When Rep. Arrington joined the Caucus, he was surprised at how much family businesses contributed, saying on its formation in December in the Caucus’ announcement release: “America’s family-owned businesses are responsible for more than half of the country’s employment and accounting for 78 percent of new job creation.”2
He, like many others, will soon learn family business owners and entrepreneurs face the same challenges of labor shortages, workforce training, inflation and burdensome tax policies that big corporations do, but don’t get nearly as much of the breaks, government support or media coverage.
Some legislators are already familiar with the role of family businesses. For example, Rep. Tenney is a longtime small business owner, with a family printing and manufacturing company in upstate New York. She comes to the table with a full understanding of the power of family business.
Primary Purpose
The Caucus leaders have mapped out as their primary purpose the education of members of Congress on the contributions of family businesses. After all, few know the massive size and contributions family businesses make to the U.S. economy.

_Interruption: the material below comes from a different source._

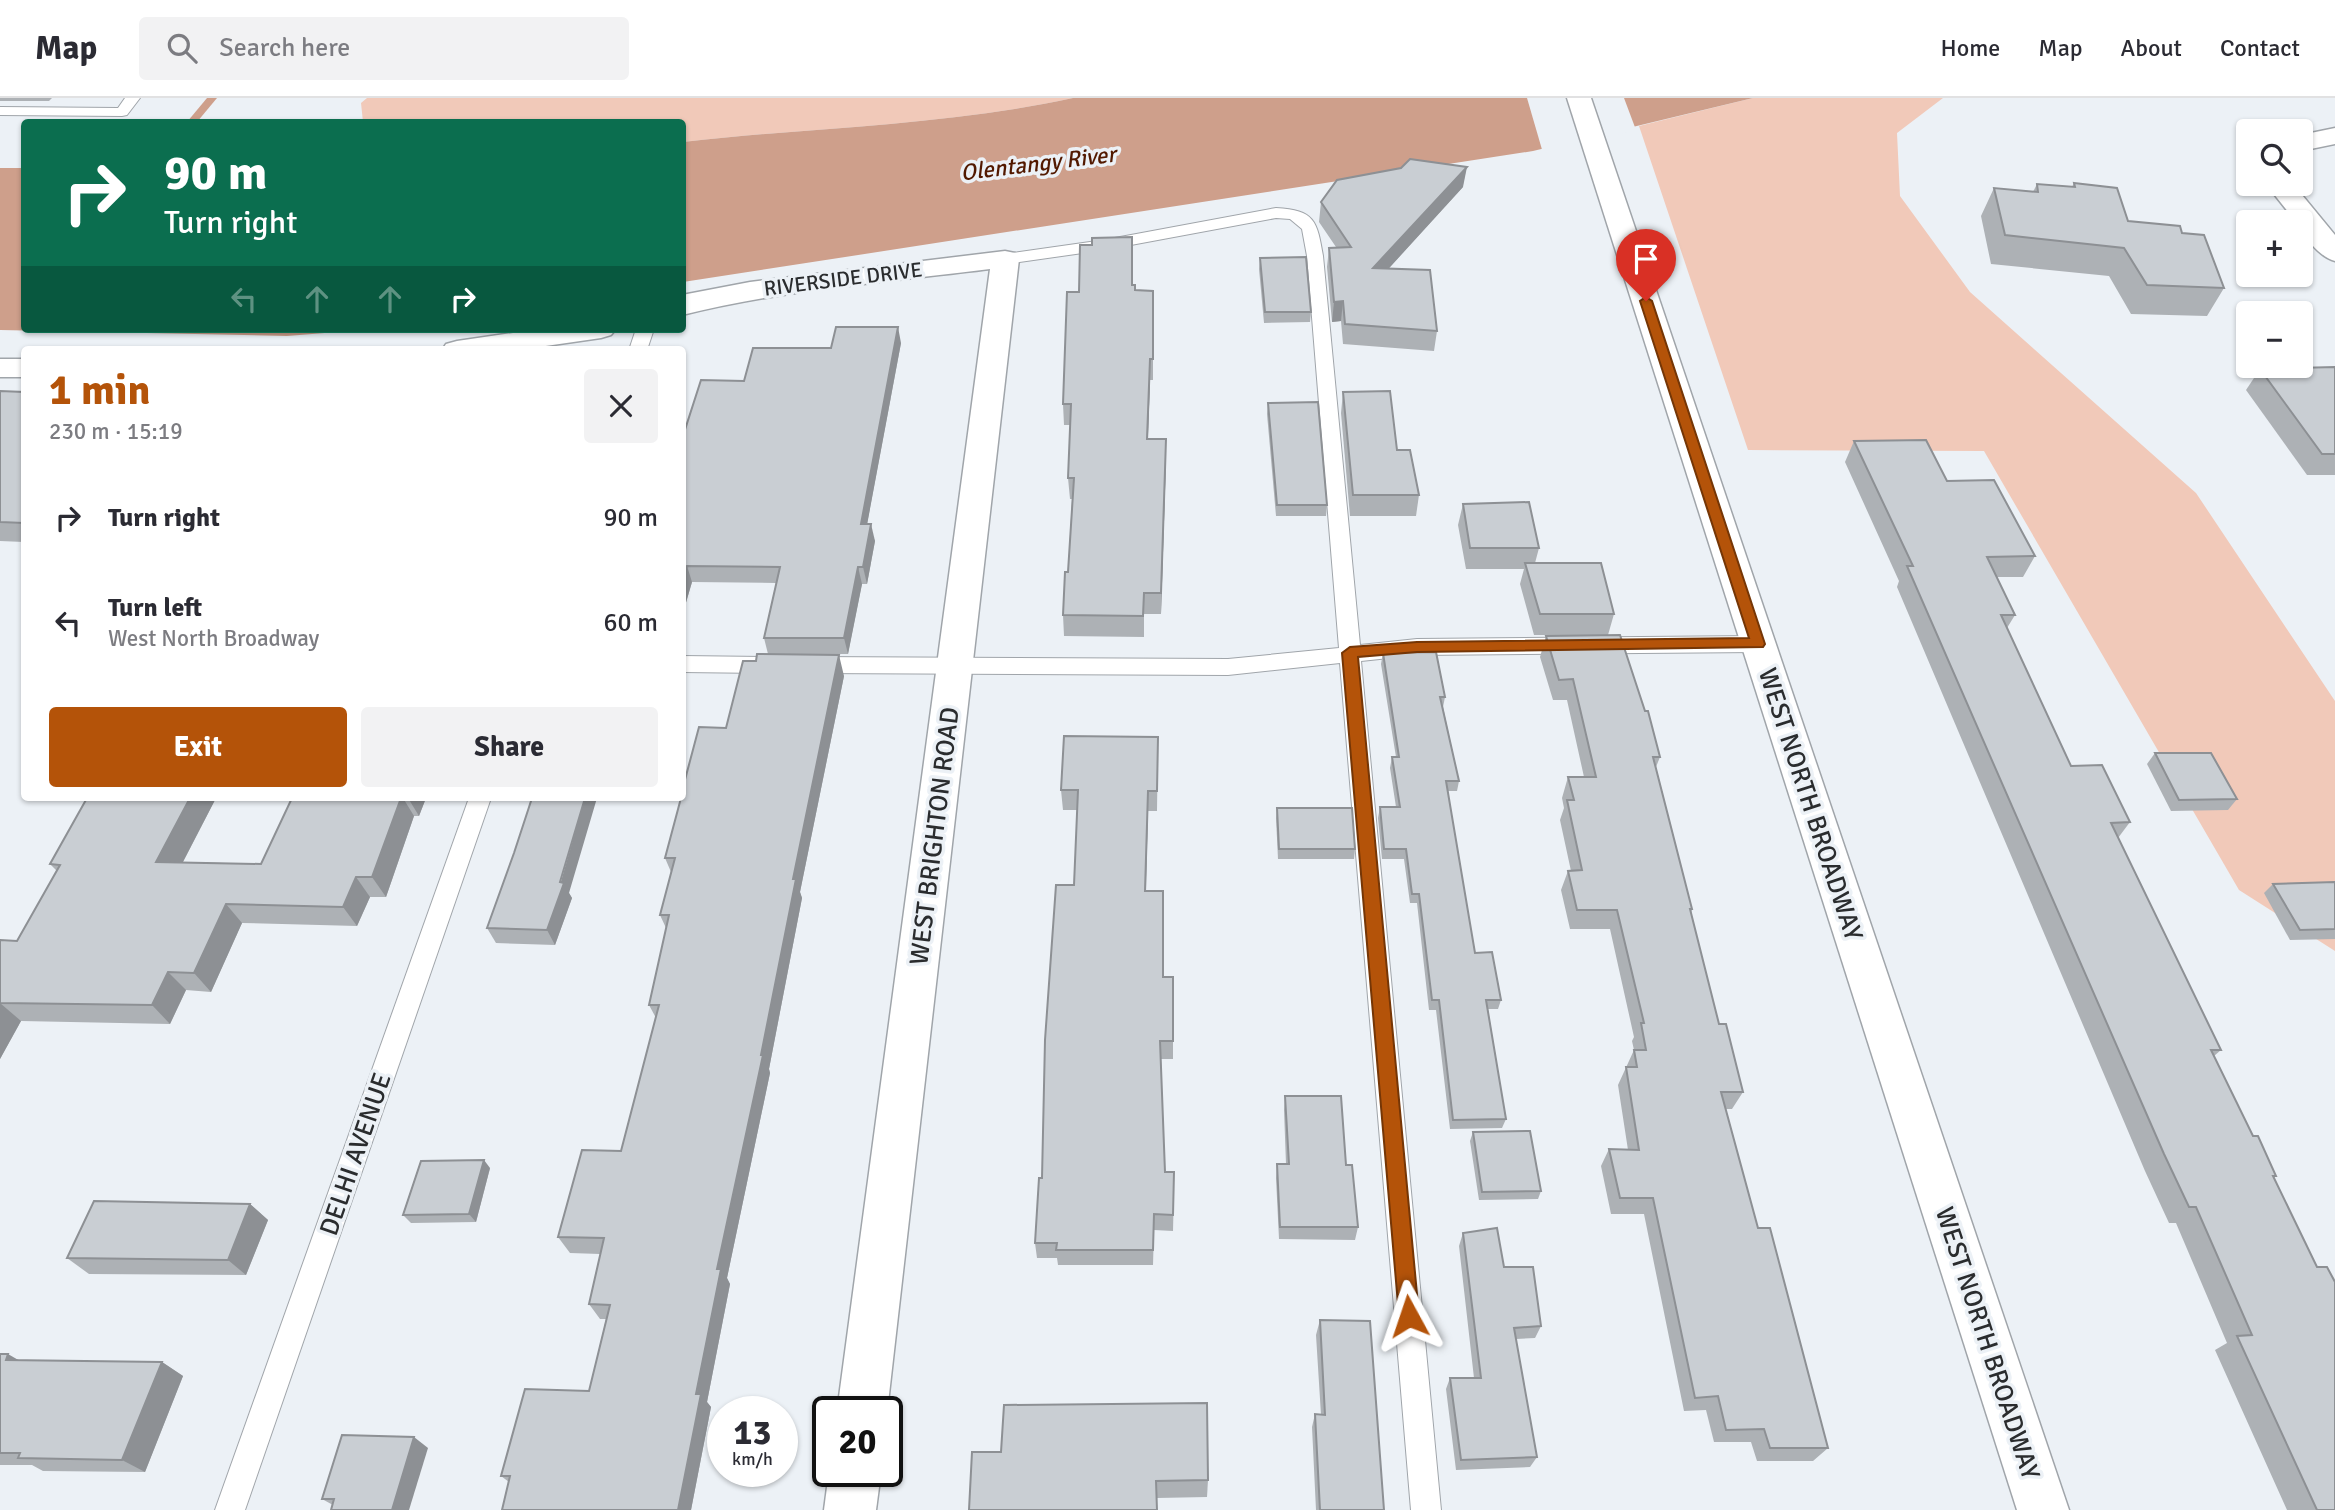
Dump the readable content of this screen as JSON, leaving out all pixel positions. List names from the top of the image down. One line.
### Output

Though education on understanding the importance of family business may seem basic, it’s a broad area touching many industries and issues affecting multi-generational enterprises.
A Brief History
Behind the scenes, many individuals helped shape the Caucus’ mission. The idea started many years ago with Russ Sullivan, a well-known tax policy expert on Capitol Hill and partner in the law firm Brownstein Hyatt Farber Schreck in Washington, D.C. Sullivan was an early champion of leveling the playing field for generationally owned family businesses built on hard work.
Caren Street also pushed for family business fairness. Street has extensive bipartisan leadership experience, having served as chief of staff to Rep. Karen Bass (D-Cal.), who’s now mayor of Los Angeles. Street is a principal at Squire Patton Boggs in Washington, D.C. and is one of those insiders that makes things happen.
When we met in Washington, D.C. last December to celebrate the official Caucus formation, Street recounted to me the Caucus’ long journey and shared that the Caucus is likely to create a legislative agenda that’s both bipartisan and bicameral. It will be open to all members of the House and Senate. Specifically, its first actions will be hosting events, seminars and educational programs. This will also include the establishment of family business advisory councils. Third parties will host many programs.
Outside Support
Big associations and other groups are set to get behind the Caucus. One such new supporter is America’s trucking community. With most trucking firms being family-owned enterprises, the federation of American Trucking Associations (ATA) sees the Caucus as an overdue voice for their men and women on the roads of America. The Caucus received a full-throated endorsement by the ATA when it was announced by Congressional leaders last month. Bill Sullivan, ATA’s executive vice president of advocacy, backed the Caucus the moment he heard of its formation.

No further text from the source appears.